**Your objective:** Copy all lines in the material holding the string "summary".

**Input for this task:**
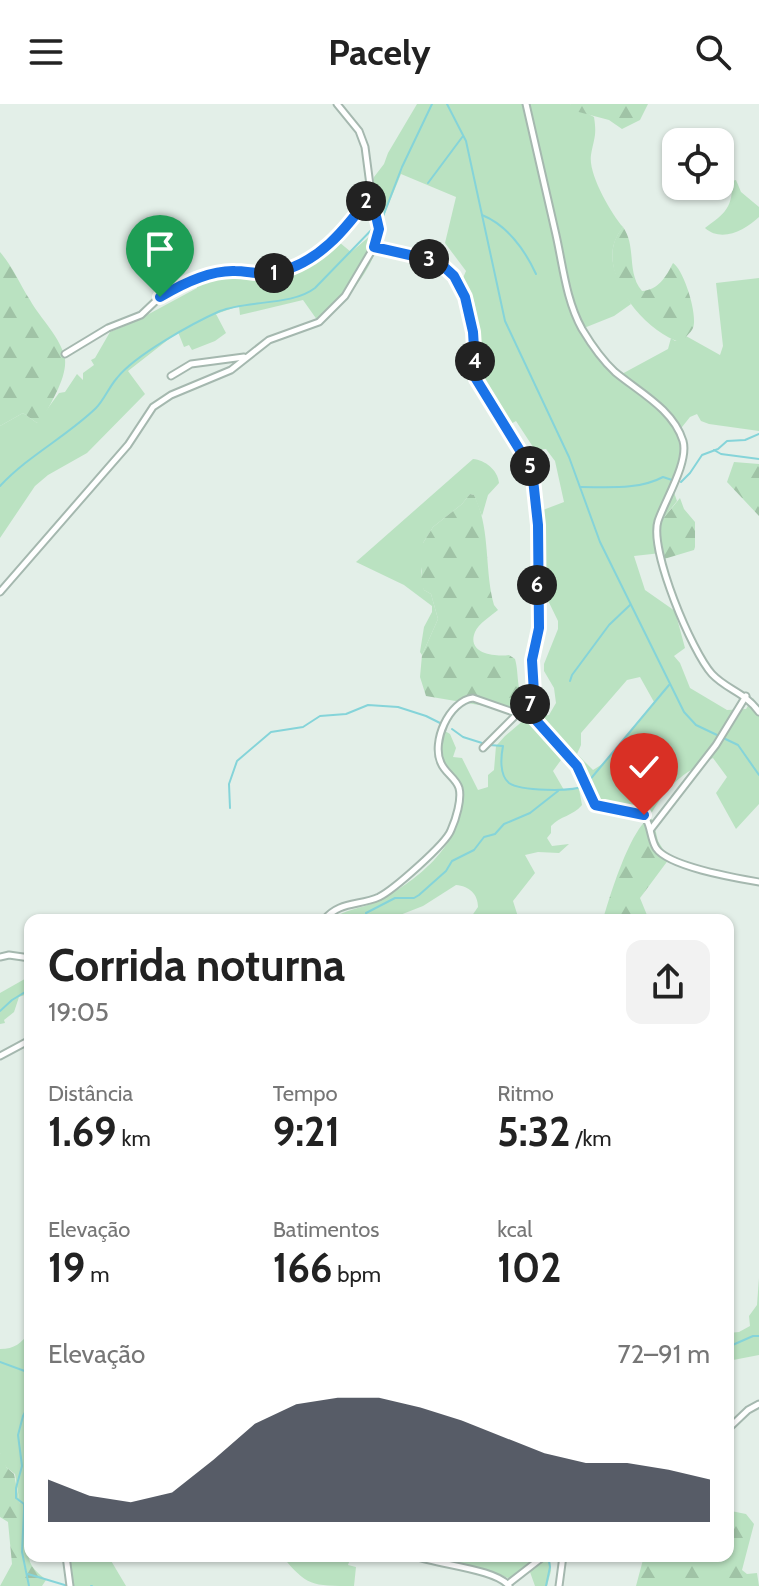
<!DOCTYPE html>
<html lang="pt">
<meta charset="utf-8">
<style>
:root{--surface:#fff;--page:#f2f2f2;--text:#222;--muted:#767676;--accent:#111827}
body{margin:0;font-family:Cabin,sans-serif;background:var(--page);color:var(--text);height:100vh;display:flex;flex-direction:column;font-size:30px;white-space:nowrap}
*{box-sizing:border-box;margin:0}
p{font-size:26px;color:var(--muted)}
.icon{flex:none;width:44px;height:44px;fill:none;stroke:currentColor;stroke-width:2;stroke-linecap:round;stroke-linejoin:round}
.map{position:relative;flex:1;overflow:hidden}
.details{position:absolute;left:24px;top:810px;width:710px;height:648px;display:flex;flex-direction:column;background:var(--surface);border-radius:16px;box-shadow:0 2px 6px #0004}
.details>*{flex:none}
.tools{position:absolute;left:662px;top:24px;display:grid;gap:16px}
.tools a{display:grid;place-items:center;width:72px;height:72px;border-radius:16px;background:var(--surface);box-shadow:0 2px 6px #0004;font-size:40px}
.pin{position:absolute;display:grid;place-items:center;width:68px;height:68px;color:#fff;margin:-82px -34px;border-radius:50% 50% 50% 0;rotate:-45deg;box-shadow:0 0 8px #0007}
.pin .icon{rotate:45deg}
.km{position:absolute;width:40px;height:40px;margin:-20px;border-radius:50%;background:#222;color:#fff;font-size:22px;line-height:40px;text-align:center}
.round{display:grid;place-items:center;flex:none;width:84px;height:84px;border-radius:16px;background:var(--page)}
.summary{display:flex;align-items:center;justify-content:space-between;height:136px;padding:0 24px}
h1{font-size:44px;font-weight:800;line-height:60px}
.stats{display:grid;grid-template-columns:repeat(3,1fr);gap:12px;height:136px;padding:8px 24px}
.stats div{display:grid;align-content:center}
.stats b{font-size:40px;font-weight:800}
.stats small{font-size:22px;font-weight:400}
.stats p{font-size:22px}
.chart{height:224px;padding:16px 24px}
.chart p{display:flex;justify-content:space-between}
.chart svg{width:100%;height:144px;margin-top:8px;fill:var(--accent);opacity:.7}
header{display:flex;justify-content:space-between;align-items:center;height:104px;padding:0 24px;background:var(--surface);font-size:36px;font-weight:800}
.map>svg:first-child{display:block}
.green{fill:#bae2c1;fill-rule:evenodd}
.forest{fill:url(#forest-firs)}
.lines{fill:none;stroke-linecap:round;stroke-linejoin:round}
.stream{stroke:#85d4d9;stroke-width:2}
.minor-casing{stroke:#a5b8af;stroke-width:9}
.minor{stroke:#fff;stroke-width:5}
.route-casing{stroke:#fff;stroke-width:16}
.route{stroke:#1a73e8;stroke-width:10}
</style>
<header><svg class="icon" aria-label="menu" viewBox="0 0 24 24"><path d="M4 6h16M4 12h16M4 18h16"/></svg>Pacely<svg class="icon" aria-label="search" viewBox="0 0 24 24"><circle cx="10" cy="10" r="6"/><path d="M15 15l6 6"/></svg></header>
<div class="map">
<svg width="759" height="1482" viewBox="0 0 759 1482">
<defs>
<pattern id="forest-firs" width="22" height="20" patternUnits="userSpaceOnUse" patternTransform="scale(2)"><rect width="22" height="20" fill="#bae2c1"/><path d="M5 1l3.5 6h-7zM16 11l3.5 6h-7z" fill="#a0c3a6"/></pattern>
</defs>
<rect width="100%" height="100%" fill="#e3efe8"/>
<g class="green">
<path d="M417 0H570L594 13C597 32 594 34 591 51 588 70 611 109 623 123 602 150 616 174 631 200L614 212 584 224 607 257 620 271 668 245 671 234 675 237 686 232 720 251 723 242 716 179 759 174V327L709 320 701 317 697 310 690 313 678 328 683 348 671 380 677 397 658 421 661 449 634 452 645 486 675 507 685 544 674 552 680 559 690 584 727 606 746 605 753 594 759 603V700L736 725 716 689 727 673 713 654C682 669 666 682 649 714L598 703 588 678 564 644 561 646V656L553 667 564 686 579 685 582 701C573 712 560 712 551 722V729L547 734 552 742 569 740 559 749 538 748 525 751 535 769 513 797 519 816H469L478 803C478 790 469 782 456 781L423 802 400 811 396 816H331C345 805 360 805 376 798 414 779 462 742 462 694 462 668 432 672 445 627L450 630 456 644 453 653 462 654 478 686 488 683V671L494 666 496 642 505 632 525 615 549 611 556 599 554 584 544 567V560L558 525V517L542 484 543 406 564 398 555 357 546 345 535 346 516 317 507 322C498 308 483 290 481 272 477 241 483 201 463 174L466 167 445 139 456 93 401 70 381 119 367 103 372 95 374 73 384 60 388 49ZM640 573 654 598 604 659 593 666 577 650 581 641V629L627 576Z"/>
<path d="M736 76 741 88 759 103V113C745 126 722 139 705 124 725 109 733 104 732 77Z"/>
<path d="M376 127 379 128C380 158 344 199 323 219L320 220 303 196 240 211 239 202 216 210 226 229 215 237 192 246 189 241 184 243 178 228 128 267 145 290 87 349 48 371 35 382 0 434V322L23 309 37 319 59 289 65 288 77 270 83 276V269L94 261 91 256 95 254 110 228 134 218 197 184V179L227 171 271 174 299 164 333 144 339 138 351 148Z"/>
<path d="M473 355C485 356 498 366 499 379L488 391 482 412 474 391 470 390 462 400 433 423 423 439 424 453 421 468 424 486 431 490 438 515 422 551 420 548 424 523 432 508V502L404 481 356 458Z"/>
<polygon points="30,872 30,889 19,893 14,908 4,916 5,919 0,920 0,889"/>
<polygon points="759,1174 759,1251 728,1257 728,1229 739,1228 750,1222 749,1212 757,1201"/>
<path d="M30 1228V1412L26 1404 20 1401 15 1370 6 1363 0 1349V1245C15 1245 21 1239 30 1228Z"/>
<polygon points="69,1452 99,1452 102,1458 110,1455 126,1482 73,1482"/>
<path d="M282 1452H351L348 1461 356 1463 354 1482C311 1482 307 1482 282 1452Z"/>
<polygon points="461,1452 550,1452 551,1467 547,1482 535,1482 530,1468 512,1476 499,1470 457,1463"/>
</g>
<g class="forest">
<polygon points="570,0 648,0 640,16 622,25 609,16 575,7"/>
<path d="M623 123C637 143 626 168 642 187 658 186 666 173 673 159 684 166 698 211 693 224 691 229 684 234 680 238 641 226 590 161 623 123Z"/>
<path d="M0 148C13 163 19 179 30 196 40 214 62 235 65 255 67 275 50 299 42 317L37 319 23 309 0 322Z"/>
<polygon points="734,358 759,360 759,412 727,378"/>
<path d="M470 390 474 391C491 425 484 465 494 501L498 506C491 512 478 520 475 528 466 550 496 553 509 551L515 555C520 572 514 592 532 602L515 607 426 592 420 573 422 551 438 515 431 490 424 486 421 479 423 439 433 423 462 400Z"/>
<polygon points="680,394 684,405 695,418 695,443 694,446 664,455 662,453 658,421"/>
<path d="M650 714 653 716 658 737 669 755 640 794 649 816H603C609 794 631 723 650 714Z"/>
<path d="M0 1349 5 1353 6 1363 14 1370 20 1400C42 1414 20 1443 32 1462 35 1467 42 1472 46 1476L42 1482H0L12 1460 8 1418 0 1413Z"/>
<polygon points="728,1399 731,1407 746,1410 754,1420 742,1466 747,1470 757,1469 759,1482 636,1482 644,1452 728,1452"/>
</g>
<g class="lines">
<g class="stream">
<polyline points="447,0 466,37 505,217 569,353 600,438 684,608 696,621 738,641 759,671"/>
<polyline points="428,79 463,32"/>
<path d="M482 111C507 121 525 146 536 170"/>
<polyline points="714,346 721,350 759,355"/>
<polyline points="681,378 690,369 702,351 718,345 727,337 745,336 759,330"/>
<path d="M0 382C29 351 66 333 96 304 104 296 109 283 117 274 135 251 193 219 220 207 247 196 292 202 315 184L382 115 402 63 432 0"/>
<path d="M581 383C608 383 639 386 663 373L672 376"/>
<polyline points="570,577 572,571 609,521 630,501"/>
<polyline points="452,625 463,633 482,639"/>
<path d="M489 641 503 642C501 652 499 671 509 679 520 687 572 688 584 682"/>
<polyline points="588,678 669,581"/>
<polyline points="230,704 229,680 237,657 271,628 303,623 320,612 346,610 368,601 398,603 426,612 442,620"/>
<polyline points="366,809 395,794 414,794 419,791 446,767 452,757 474,746 484,733 495,730 504,720 530,709 558,687"/>
<polyline points="358,816 361,812"/>
<polyline points="0,907 12,896 30,885"/>
<polyline points="728,1243 753,1232 759,1232"/>
<polyline points="0,1258 30,1269"/>
<polyline points="28,1470 68,1482"/>
<polyline points="29,1482 22,1448 24,1406 24,1400 16,1394 16,1384 22,1362 18,1331 23,1312 30,1299"/>
<polyline points="91,1482 92,1482"/>
<polyline points="546,1482 550,1463 548,1452"/>
</g>
<g class="minor-casing">
<g id="minor">
<path d="M526 0C536 44 546 87 556 131 563 162 566 196 582 225 591 240 602 256 615 268 639 288 673 305 683 337 689 358 665 396 658 417 649 446 692 548 712 570 727 586 745 588 759 608"/>
<polyline points="65,250 108,224 141,211 161,192 205,172 232,167 269,170 294,162 339,133 371,90"/>
<polyline points="171,272 191,260 244,253"/>
<polyline points="0,488 128,341 153,303 171,291 231,266 269,236 319,218 345,192 374,143 379,125 373,104 365,43 359,27 337,0"/>
<path d="M525 604 577 662 596 701 641 709C652 719 649 732 656 744 669 763 736 774 759 778"/>
<polyline points="483,644 519,608"/>
<polyline points="651,725 716,641 746,592"/>
<path d="M324 816C339 797 359 802 379 793 393 786 446 740 451 726 456 715 462 695 459 684 456 674 445 669 441 659 431 638 449 597 473 594L513 608 527 603 533 592 532 556 539 524 538 421 532 366 476 275 473 228 465 193 456 175 449 166 432 157 374 143"/>
<polyline points="0,853 9,851 30,854"/>
<polyline points="0,952 30,936"/>
<polyline points="728,1325 748,1306 759,1300"/>
<polyline points="66,1452 70,1482"/>
<path d="M415 1452C439 1461 496 1465 509 1482"/>
<polyline points="508,1480 544,1452"/>
<polyline points="559,1482 563,1452"/>
</g>
</g>
<use href="#minor" class="minor"/>
</g>
<g class="lines">
<g class="route-casing">
<path id="route" d="M160 193C180 181 210 166 235 167 247 167 260 171 272 169 317 162 347 124 371 90L379 125 374 143 427 155 442 161 454 172 465 193 473 228 476 275 532 366 538 421 539 524 532 556 534 589 525 604 577 662 595 701 644 711"/>
</g>
<use href="#route" class="route"/>
</g>
</svg>
<div class="tools">
<a><svg class="icon" aria-label="locate" viewBox="0 0 24 24"><circle cx="12" cy="12" r="6"/><path d="M12 2v4M12 18v4M2 12h4M18 12h4"/></svg></a>
</div>
<div class="pin" style="left:160px;top:193px;background:#1e9e55"><svg class="icon" aria-label="arrive" viewBox="0 0 24 24"><path d="M6 21V4h12l-3 4 3 4H6"/></svg></div>
<div class="pin" style="left:644px;top:711px;background:#d93025"><svg class="icon" aria-label="check" viewBox="0 0 24 24"><path d="M5 12l5 5 9-10"/></svg></div>
<b class="km" style="left:274px;top:169px">1</b>
<b class="km" style="left:366px;top:97px">2</b>
<b class="km" style="left:429px;top:155px">3</b>
<b class="km" style="left:475px;top:257px">4</b>
<b class="km" style="left:530px;top:362px">5</b>
<b class="km" style="left:537px;top:481px">6</b>
<b class="km" style="left:530px;top:600px">7</b>
<section class="details">
<div class="summary"><div><h1>Corrida noturna</h1><p>19:05</p></div><a class="round"><svg class="icon" aria-label="share" viewBox="0 0 24 24"><path d="M12 15V3M7 8l5-5 5 5M5 13v7h14v-7"/></svg></a></div>
<div class="stats">
<div><p>Distância</p><b>1.69<small> km</small></b></div>
<div><p>Tempo</p><b>9:21</b></div>
<div><p>Ritmo</p><b>5:32<small> /km</small></b></div>
</div>
<div class="stats">
<div><p>Elevação</p><b>19<small> m</small></b></div>
<div><p>Batimentos</p><b>166<small> bpm</small></b></div>
<div><p>kcal</p><b>102</b></div>
</div>
<div class="chart"><p><span>Elevação</span>72–91 m</p>
<svg viewBox="0 0 160 44" preserveAspectRatio="none"><path d="M0 44V31L10 36L20 38L30 35L40 25L50 14L60 8L70 6L80 6L90 9L100 13L110 18L120 23L130 26L140 26L150 28L160 31V44z"/></svg>
</div>
</section>
</div>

**Output of the task:**
.summary{display:flex;align-items:center;justify-content:space-between;height:136px;padding:0 24px}
<div class="summary"><div><h1>Corrida noturna</h1><p>19:05</p></div><a class="round"><svg class="icon" aria-label="share" viewBox="0 0 24 24"><path d="M12 15V3M7 8l5-5 5 5M5 13v7h14v-7"/></svg></a></div>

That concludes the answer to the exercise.